| TASK TO CARRY OUT |
Check each line of the records below for the word "גבירול" and copy those where it appears.

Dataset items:
= = = =

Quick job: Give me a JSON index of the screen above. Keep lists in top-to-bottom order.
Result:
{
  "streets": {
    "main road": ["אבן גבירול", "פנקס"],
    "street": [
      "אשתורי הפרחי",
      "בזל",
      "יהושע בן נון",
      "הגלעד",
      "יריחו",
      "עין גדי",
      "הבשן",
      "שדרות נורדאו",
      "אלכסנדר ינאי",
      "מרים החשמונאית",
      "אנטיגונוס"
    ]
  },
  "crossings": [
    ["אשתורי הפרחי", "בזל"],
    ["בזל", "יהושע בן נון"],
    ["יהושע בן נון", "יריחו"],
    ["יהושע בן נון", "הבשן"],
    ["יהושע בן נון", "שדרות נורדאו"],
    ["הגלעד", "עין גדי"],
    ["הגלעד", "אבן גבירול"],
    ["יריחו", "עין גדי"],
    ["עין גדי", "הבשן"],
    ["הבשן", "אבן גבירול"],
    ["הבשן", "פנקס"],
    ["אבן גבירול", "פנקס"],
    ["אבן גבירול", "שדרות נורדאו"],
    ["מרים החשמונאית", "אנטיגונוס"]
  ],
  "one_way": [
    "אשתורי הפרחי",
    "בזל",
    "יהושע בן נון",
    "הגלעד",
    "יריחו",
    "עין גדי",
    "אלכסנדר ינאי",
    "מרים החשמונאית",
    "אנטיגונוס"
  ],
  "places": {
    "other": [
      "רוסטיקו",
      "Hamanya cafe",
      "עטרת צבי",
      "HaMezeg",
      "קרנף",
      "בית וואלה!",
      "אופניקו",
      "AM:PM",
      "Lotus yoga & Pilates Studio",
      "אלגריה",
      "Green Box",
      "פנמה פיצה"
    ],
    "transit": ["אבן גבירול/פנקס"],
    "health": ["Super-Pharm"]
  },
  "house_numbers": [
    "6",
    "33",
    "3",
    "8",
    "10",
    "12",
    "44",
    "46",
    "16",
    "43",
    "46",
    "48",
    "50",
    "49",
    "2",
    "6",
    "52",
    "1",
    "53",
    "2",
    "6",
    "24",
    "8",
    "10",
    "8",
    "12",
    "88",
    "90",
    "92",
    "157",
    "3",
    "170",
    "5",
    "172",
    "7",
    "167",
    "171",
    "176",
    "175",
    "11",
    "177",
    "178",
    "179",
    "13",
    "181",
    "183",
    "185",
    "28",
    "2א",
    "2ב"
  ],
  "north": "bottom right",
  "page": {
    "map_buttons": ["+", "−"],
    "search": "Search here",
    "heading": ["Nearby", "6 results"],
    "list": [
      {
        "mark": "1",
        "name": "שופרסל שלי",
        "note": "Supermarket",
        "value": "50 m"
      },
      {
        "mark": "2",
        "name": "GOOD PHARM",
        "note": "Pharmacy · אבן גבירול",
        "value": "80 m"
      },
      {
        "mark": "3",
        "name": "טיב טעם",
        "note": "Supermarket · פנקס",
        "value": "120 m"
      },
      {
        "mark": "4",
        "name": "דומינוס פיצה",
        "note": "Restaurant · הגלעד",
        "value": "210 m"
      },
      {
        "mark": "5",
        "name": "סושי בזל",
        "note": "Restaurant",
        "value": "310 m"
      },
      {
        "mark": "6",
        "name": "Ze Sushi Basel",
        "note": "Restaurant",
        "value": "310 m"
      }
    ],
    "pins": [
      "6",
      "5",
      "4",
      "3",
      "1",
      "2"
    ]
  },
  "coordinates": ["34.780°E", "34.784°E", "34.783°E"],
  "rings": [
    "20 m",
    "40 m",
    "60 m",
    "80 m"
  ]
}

= = = =

| ANSWER BELOW |
    "main road": ["אבן גבירול", "פנקס"],
    ["הגלעד", "אבן גבירול"],
    ["הבשן", "אבן גבירול"],
    ["אבן גבירול", "פנקס"],
    ["אבן גבירול", "שדרות נורדאו"],
    "transit": ["אבן גבירול/פנקס"],
        "note": "Pharmacy · אבן גבירול",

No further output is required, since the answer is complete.